Ein Freund von Mir: http://www.imdb.com/title/tt0441762/: this was great, slow with two lovely central performances and a senstivie and nuanced take on the cliche of the asocial mathematician.

Chaos: http://www.imdb.com/title/tt0402910/: I didn’t like this so much but then I’m not really into Hollywood action films. Ryan Phillipe is good in it and there’s a chaos motif going through the film that is developed a little.

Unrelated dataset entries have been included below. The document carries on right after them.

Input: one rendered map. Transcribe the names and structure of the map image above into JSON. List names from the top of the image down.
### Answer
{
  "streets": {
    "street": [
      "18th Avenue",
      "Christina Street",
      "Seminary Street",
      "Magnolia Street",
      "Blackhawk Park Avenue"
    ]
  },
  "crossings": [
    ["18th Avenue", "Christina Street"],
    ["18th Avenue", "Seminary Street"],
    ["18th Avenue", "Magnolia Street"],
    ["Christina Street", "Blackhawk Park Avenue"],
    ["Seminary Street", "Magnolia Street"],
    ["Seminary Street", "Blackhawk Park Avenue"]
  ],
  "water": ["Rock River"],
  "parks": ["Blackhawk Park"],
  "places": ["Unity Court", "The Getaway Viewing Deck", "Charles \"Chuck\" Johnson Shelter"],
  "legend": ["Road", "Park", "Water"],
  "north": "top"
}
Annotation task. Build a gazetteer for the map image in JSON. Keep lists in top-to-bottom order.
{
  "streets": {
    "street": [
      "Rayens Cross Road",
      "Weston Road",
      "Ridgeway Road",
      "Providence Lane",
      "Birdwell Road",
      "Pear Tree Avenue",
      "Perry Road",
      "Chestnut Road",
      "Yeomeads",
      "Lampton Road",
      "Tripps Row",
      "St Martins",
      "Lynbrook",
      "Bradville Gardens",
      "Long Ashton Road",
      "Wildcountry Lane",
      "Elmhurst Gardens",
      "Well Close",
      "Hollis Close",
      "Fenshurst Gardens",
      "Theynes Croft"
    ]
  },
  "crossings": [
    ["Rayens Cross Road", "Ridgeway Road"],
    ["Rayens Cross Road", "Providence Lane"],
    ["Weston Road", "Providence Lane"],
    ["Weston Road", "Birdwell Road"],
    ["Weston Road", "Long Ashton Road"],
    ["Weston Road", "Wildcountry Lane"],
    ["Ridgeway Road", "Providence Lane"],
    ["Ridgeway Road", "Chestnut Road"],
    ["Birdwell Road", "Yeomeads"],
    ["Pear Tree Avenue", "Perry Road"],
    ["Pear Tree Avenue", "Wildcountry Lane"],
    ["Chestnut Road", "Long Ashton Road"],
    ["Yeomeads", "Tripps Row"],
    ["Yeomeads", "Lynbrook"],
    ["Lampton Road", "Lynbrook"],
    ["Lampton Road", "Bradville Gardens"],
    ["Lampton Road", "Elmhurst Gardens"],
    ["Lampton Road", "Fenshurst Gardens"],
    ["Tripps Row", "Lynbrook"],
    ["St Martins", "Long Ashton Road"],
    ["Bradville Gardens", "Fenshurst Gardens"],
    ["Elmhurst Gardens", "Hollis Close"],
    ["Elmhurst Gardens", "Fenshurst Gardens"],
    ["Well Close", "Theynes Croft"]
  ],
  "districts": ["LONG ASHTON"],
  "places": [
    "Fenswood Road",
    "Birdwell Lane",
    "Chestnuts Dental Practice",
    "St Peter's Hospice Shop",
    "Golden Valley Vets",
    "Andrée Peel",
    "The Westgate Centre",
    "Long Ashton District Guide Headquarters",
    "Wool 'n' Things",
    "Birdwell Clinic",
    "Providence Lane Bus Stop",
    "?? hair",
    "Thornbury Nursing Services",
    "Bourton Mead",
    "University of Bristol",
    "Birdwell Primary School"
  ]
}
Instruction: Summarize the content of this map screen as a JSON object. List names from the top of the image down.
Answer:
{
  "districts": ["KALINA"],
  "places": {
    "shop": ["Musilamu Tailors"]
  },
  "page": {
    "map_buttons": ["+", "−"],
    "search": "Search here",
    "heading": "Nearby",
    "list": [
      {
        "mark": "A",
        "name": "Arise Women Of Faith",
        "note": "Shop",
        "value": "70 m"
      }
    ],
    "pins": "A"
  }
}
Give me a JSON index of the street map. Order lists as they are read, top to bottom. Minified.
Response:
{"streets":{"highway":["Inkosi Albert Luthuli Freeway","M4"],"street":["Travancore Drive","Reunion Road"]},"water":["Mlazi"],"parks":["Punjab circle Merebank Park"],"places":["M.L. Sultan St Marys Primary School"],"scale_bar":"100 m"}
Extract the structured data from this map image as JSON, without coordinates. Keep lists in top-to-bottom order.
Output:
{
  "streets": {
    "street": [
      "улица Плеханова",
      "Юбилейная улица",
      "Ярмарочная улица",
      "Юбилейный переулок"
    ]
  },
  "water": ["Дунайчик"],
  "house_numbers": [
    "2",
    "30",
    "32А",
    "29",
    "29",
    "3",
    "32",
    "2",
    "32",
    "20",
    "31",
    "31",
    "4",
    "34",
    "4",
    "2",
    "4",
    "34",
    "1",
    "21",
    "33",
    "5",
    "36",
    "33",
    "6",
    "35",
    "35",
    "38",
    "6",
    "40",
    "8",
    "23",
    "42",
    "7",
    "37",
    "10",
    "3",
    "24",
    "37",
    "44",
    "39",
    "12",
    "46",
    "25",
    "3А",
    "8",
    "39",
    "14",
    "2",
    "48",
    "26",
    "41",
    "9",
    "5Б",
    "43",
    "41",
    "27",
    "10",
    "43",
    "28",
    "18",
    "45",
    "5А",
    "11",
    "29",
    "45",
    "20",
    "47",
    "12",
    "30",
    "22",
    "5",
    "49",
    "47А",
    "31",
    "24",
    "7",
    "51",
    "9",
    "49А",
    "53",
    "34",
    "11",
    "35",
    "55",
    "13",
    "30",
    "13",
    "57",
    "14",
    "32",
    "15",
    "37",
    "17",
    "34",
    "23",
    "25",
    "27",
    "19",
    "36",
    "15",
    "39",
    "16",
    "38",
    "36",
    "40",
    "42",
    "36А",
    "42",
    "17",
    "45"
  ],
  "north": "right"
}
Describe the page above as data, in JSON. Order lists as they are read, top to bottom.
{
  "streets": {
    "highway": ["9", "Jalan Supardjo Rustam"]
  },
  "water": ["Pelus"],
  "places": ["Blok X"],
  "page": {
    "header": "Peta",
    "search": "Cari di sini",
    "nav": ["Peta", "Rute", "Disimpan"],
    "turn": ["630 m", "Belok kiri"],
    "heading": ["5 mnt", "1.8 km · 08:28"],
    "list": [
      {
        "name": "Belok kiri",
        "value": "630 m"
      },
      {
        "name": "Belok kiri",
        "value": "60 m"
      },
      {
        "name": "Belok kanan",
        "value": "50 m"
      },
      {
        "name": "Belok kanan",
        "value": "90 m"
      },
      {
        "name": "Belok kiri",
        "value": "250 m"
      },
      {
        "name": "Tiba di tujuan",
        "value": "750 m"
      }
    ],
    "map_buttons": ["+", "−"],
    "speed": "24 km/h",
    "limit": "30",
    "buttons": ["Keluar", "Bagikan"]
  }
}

There’s also a new mathematical play on at London’s Barbican theatre: http://www.barbican.org.uk/theatre/event-detail.asp?ID=4928

See ya, Heather
 

fantasy and reality

I have recently finished reading Valerie Walkerdine’s new book on children playing video games. I found what she had to say really useful for making sense of how people interact with not just video games but also popular cultural texts in general. She writes against oppositions in which people are positioned either as active makers of meaning or as passive takers in of the meanings in the texts. If our sense-making is both conscious and unconscious then this distinction between active and passive breaks down. She distinguishes her own position from one in which “meanings are made actively by conscious subjects in specific practices in which subjects master the aesthetic conventions of games and which distinguish games from what [is called] ‘real world experience’, which we must assume to be different practices with different aesthetic conventions”. She goes onto argue that “those other practices are important because the knowledge and competences players bring to the games are produced through active meaning-making in other practices”. In her approach “there is no ‘real world experience’, which is not also to be understood through the specific meanings generated in quite specific sites and practices, but, further than this, we are still left with the child as active maker of meaning, which assumes a Cartesian subject who generates meaning.” (Valerie Walkerdine, 2007, Children, Gender, Video games, p.10) This is a difficult passage for me but I think that she is saying that the oppositions of active/passive and conscious/unconscious and the assumption of an active conscious maker of meaning relies on a distinction between fantasy and reality, between the world of the text and world of ‘real life’. This has started me thinking about how we might understand the relationship between what we call reality and what we call fantasy. Another writer who has provoked me on this topic is Judith Butler so I end this little theoretical blog with a quote from her:
“Fantasy is part of the articulation of the possible; it moves us beyond what is merely actual and present into a realm of possibility, the not yet actualized or the not yet actualizable. The struggle to survive is not really separable from the cultural life of fantasy, and the foreclosure of fantasy - through censorship, degradation, or other means - is one strategy for providing for the social death of persons. Fantasy is not the opposite of reality; it is what reality forecloses, and, as a result, it defines the limits of reality, constituting it as its constitutive outside. The critical promise of fantasy, when and where it exists, is to challenge the contingent limits of what will and will not be called reality. Fantasy is what allows us to imagine ourselves and others otherwise; it establishes the possible in excess of the real; it points elsewhere, and when it is embodied, it brings the elsewhere home.” (Judith Butler, 2004, Undoing Gender, p.28-29)
That’s it for now, am signing off to watch Big Brother (another interesting site for pondering the play of fantasy and reality in popular cultural texts, Heather

the trouble with stereotypes

In analysing the focus groups we have found that both the Year 11 students and the undergraduates can easily reproduce a stereotype when asked to imagine a mathematician. This is generally a white, old, middle-class man who’s life revolves around maths. However, as in the example below, there is a critical awareness that it is a stereotype:

Aby: Well obviously I think the stereotype would be kind of, you know, like glasses and like whatever.
Barbie: Glasses.
Aby: Yeah.
Violet: Suits.
Aby: And like the computer kind of nerd.
Debbie: Yeah.
Aby: But I don’t really think of that.
Magdalene: I think I think about it as like, did any of you like watch Beauty and the Geek?
Some: Yeah.
Magdalene: There was that guy. I can’t remember his name but he was really like. [imitates Richard from series 1 US version, particularly his high trouser waistline]
Debbie: Can you say that in words because I can’t actually record that.
?: Had like very hyperactive.
Magdalene: Yeah like hyperactive, he had like really high trousers, always tucked in.
Violet: Dark socks.
?: Yeah.
Aby: And he wasn’t very good in social situations at all.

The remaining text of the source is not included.